JCU psychology Professor James Dimmock said lifestyle changes due to the COVID-19 pandemic have led to alarming rises in anxiety, depression, post-traumatic stress disorder, psychological distress and stress.
“Among the most challenging lifestyle changes has been that of physical distancing from friends, family, colleagues, and other social networks.
“We wanted to find out the extent to which an increasing reliance on video conferencing and other technology-based interactions, compared to traditional face-to-face interactions, fulfil social needs,” said Professor Dimmock.
He said it was widely accepted that how well people met three basic psychological needs - autonomy (self-initiation and feeling ownership over decisions and behaviours), competence (feeling proficient to successfully undertake pursuits), and relatedness (feeling understood by, cared for, and connected to others) - has a significant impact on how well they function.
The team enlisted 127 Queensland university students to complete a set of six surveys, the first in April, 2020 when the strictest lockdown restrictions came into play and the last in July 2020 as the state government eased restrictions.
“The findings indicated that when people had technology-based social interaction more than was usual for them, they experienced more relatedness satisfaction,” said Professor Dimmock.
By contrast, people felt a great sense of autonomy satisfaction when they had more face-to-face social interactions than usual.
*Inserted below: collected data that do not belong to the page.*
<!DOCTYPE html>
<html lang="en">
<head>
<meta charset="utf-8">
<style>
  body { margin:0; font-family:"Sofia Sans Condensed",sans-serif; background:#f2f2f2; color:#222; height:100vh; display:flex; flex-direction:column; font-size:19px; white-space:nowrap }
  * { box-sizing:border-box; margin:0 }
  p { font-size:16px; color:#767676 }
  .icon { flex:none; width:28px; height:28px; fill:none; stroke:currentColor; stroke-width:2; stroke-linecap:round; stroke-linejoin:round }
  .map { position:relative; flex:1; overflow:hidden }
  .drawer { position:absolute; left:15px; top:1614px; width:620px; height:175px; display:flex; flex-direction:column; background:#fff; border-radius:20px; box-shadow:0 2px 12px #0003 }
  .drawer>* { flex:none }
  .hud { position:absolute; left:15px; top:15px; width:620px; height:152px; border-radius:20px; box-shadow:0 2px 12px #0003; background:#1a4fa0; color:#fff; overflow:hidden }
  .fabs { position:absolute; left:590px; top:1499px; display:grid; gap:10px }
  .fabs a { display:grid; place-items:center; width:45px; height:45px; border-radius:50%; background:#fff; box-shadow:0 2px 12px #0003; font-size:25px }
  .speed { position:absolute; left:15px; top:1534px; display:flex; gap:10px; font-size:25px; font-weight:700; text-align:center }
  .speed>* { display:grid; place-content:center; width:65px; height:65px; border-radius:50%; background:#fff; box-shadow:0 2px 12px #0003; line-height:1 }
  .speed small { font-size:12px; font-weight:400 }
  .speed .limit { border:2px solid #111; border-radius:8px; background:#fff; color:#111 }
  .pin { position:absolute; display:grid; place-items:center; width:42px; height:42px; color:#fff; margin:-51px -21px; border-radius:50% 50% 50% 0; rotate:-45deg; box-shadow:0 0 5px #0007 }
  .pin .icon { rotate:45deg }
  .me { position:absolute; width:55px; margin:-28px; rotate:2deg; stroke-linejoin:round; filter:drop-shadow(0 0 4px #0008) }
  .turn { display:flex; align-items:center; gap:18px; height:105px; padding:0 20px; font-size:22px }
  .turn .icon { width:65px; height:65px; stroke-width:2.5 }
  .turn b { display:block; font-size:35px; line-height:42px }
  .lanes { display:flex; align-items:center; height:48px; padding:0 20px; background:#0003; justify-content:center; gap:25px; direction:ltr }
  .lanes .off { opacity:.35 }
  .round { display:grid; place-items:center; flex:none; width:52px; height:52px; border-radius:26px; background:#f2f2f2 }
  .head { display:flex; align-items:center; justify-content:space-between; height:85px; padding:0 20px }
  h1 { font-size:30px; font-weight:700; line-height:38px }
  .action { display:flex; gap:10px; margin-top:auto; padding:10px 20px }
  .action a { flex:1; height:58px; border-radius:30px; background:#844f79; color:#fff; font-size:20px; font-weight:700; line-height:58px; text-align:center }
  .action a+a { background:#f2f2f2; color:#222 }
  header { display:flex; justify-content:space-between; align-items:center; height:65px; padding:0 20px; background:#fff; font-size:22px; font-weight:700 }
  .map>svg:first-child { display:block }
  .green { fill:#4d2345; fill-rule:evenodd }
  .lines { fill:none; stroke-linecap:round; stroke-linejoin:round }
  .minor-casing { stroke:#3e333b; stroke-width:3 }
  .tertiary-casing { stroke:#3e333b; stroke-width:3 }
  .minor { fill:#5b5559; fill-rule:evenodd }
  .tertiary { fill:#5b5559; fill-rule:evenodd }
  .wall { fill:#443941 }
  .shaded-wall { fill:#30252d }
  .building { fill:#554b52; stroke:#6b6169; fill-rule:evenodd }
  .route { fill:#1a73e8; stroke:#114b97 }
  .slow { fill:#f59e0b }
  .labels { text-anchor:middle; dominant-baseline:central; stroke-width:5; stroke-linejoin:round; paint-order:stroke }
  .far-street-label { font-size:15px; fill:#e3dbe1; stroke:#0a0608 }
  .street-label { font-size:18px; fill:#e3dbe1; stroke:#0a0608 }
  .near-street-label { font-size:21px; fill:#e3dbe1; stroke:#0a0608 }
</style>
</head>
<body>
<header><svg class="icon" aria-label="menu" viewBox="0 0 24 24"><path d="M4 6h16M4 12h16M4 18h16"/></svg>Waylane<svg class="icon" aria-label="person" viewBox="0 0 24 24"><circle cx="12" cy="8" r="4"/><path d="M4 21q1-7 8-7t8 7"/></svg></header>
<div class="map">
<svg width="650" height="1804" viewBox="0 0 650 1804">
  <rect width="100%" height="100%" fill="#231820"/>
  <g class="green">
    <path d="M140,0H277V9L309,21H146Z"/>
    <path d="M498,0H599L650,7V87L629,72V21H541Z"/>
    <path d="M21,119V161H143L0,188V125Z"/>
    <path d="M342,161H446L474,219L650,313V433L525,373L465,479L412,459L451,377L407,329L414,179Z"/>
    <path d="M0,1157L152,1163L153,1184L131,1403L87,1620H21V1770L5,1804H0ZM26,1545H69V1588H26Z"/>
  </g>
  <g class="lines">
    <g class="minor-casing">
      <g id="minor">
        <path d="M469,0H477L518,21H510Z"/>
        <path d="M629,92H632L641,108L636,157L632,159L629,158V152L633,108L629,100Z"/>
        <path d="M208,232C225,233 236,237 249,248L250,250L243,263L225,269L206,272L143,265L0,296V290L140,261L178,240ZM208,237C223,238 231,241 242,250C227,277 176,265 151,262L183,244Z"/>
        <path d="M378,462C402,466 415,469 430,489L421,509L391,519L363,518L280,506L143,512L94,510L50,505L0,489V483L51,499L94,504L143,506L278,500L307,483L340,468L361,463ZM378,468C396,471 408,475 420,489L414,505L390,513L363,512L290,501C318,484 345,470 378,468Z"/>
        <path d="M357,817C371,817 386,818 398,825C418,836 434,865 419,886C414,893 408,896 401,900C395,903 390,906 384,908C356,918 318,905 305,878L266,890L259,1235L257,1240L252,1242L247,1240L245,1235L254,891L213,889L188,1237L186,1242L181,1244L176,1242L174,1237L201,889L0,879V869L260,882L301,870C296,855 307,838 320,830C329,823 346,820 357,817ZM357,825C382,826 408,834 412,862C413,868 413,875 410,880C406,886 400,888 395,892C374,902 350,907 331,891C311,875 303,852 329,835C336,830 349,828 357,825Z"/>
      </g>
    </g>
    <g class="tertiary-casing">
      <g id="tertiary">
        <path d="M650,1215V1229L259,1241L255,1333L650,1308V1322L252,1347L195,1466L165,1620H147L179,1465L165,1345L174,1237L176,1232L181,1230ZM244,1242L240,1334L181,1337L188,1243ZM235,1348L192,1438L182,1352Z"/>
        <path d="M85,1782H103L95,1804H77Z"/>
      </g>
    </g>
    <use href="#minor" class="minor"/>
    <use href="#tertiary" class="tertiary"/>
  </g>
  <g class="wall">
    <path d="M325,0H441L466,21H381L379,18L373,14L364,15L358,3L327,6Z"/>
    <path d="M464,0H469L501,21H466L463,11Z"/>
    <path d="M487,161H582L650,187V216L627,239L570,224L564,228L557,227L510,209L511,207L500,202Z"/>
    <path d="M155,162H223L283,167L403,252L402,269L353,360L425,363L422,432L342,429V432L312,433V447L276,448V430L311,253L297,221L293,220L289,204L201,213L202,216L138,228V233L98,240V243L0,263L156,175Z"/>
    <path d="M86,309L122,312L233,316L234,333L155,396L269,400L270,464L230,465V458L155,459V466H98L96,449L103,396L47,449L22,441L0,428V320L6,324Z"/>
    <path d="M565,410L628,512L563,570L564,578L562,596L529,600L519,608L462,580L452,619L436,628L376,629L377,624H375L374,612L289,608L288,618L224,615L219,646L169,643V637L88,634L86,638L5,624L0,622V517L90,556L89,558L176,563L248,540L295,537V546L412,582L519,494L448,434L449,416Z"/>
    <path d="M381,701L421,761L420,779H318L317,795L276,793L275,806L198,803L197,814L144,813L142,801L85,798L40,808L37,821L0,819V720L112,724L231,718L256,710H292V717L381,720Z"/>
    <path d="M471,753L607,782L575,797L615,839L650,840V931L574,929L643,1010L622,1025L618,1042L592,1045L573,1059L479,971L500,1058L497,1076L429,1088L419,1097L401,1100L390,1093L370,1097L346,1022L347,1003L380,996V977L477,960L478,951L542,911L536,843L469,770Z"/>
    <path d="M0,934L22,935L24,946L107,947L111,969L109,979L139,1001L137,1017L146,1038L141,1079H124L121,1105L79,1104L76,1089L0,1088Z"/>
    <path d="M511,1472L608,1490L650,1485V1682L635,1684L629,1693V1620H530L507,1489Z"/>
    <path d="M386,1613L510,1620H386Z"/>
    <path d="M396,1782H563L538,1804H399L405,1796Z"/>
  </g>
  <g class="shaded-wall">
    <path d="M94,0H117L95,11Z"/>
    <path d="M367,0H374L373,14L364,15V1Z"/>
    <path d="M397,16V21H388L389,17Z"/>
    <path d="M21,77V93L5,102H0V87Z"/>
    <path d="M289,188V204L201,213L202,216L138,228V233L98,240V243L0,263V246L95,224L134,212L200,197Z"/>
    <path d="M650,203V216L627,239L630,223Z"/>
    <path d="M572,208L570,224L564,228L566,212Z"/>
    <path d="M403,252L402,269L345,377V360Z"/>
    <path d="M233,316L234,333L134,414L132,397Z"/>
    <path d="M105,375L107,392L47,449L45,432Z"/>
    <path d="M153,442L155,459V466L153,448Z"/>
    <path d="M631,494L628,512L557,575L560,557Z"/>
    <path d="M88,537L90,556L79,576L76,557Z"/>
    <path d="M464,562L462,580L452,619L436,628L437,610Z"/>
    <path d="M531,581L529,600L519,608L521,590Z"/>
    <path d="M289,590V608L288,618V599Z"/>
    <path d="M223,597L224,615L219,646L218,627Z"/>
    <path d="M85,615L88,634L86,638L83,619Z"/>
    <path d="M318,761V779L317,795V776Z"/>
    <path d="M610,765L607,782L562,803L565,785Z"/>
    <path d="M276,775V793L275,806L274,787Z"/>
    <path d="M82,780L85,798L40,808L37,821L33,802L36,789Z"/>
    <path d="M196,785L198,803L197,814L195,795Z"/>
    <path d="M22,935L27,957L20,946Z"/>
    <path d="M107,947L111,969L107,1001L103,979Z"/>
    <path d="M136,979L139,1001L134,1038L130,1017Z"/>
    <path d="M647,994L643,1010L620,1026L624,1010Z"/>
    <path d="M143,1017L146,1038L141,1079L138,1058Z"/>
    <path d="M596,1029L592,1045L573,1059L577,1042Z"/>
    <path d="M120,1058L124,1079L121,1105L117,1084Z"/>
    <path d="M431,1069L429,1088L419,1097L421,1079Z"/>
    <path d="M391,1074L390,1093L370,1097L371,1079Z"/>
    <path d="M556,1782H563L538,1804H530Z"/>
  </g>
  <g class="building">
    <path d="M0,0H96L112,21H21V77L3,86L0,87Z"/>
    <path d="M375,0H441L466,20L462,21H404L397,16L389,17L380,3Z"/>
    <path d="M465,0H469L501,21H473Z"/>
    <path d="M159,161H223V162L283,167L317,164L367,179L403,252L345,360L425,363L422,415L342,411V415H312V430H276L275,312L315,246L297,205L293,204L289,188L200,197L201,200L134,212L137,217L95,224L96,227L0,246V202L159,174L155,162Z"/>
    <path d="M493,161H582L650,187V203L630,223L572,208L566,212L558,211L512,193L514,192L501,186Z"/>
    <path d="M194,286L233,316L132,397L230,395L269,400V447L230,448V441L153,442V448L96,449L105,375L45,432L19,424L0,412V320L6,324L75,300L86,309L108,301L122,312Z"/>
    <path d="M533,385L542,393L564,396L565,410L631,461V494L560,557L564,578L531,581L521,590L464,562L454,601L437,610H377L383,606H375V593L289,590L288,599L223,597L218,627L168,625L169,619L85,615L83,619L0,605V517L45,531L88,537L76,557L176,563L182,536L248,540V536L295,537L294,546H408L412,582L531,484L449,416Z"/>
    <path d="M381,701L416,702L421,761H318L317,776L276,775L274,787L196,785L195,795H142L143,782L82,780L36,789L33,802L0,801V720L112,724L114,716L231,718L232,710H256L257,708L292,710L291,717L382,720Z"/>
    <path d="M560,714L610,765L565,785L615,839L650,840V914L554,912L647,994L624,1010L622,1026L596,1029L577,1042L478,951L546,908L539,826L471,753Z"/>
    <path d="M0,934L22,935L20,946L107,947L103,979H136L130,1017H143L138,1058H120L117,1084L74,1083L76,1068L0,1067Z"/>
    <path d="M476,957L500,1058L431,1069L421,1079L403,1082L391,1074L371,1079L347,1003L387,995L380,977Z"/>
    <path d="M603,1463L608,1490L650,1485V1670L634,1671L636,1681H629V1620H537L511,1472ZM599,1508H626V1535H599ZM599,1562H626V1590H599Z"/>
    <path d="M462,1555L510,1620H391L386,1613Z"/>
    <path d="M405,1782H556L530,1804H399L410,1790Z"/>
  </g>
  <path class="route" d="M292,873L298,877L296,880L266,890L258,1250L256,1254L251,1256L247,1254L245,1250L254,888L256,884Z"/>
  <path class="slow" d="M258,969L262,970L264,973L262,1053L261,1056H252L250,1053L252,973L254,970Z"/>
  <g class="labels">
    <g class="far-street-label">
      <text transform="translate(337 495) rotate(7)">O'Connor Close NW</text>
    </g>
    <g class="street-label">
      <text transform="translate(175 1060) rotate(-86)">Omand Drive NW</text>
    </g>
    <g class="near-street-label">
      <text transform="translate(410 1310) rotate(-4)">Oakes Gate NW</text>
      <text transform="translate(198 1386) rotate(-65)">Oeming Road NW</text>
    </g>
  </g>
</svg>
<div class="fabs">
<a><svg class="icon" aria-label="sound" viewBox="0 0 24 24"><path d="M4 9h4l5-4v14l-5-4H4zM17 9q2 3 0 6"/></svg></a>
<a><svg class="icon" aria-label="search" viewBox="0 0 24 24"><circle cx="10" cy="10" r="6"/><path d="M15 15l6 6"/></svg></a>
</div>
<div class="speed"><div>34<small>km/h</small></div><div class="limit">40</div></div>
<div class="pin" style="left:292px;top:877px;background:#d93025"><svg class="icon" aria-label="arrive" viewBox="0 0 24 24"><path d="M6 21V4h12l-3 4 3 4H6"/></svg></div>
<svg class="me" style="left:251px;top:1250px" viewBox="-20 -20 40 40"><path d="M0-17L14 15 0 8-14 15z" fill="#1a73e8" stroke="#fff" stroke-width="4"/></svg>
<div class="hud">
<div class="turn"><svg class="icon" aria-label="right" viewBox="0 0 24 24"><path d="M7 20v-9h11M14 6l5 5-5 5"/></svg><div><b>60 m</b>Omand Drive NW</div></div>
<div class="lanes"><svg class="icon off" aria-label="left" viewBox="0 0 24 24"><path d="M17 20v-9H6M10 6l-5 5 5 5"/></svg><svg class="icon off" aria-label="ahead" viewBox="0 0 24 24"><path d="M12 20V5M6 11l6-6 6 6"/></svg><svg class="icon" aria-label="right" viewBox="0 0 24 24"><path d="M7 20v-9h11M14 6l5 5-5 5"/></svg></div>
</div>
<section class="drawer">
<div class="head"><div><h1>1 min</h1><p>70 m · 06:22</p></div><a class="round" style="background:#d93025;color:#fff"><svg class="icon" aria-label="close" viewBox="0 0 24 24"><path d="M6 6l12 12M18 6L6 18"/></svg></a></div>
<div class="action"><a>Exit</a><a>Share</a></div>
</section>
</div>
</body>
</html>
“It’s possible that social restrictions due to COVID-19 heightened a sense of volition and freedom when opportunities for face-to-face interaction arose,” said Professor Dimmock.
Professor Dimmock said the data also highlights the potential of technology such as video calls and social media use for improving wellbeing during periods of physical isolation.
“It’s good to see that technology can help people psychologically during the pandemic, and as much as is possible during strict lockdowns, face-to-face interactions can complement this,” said Professor Dimmock.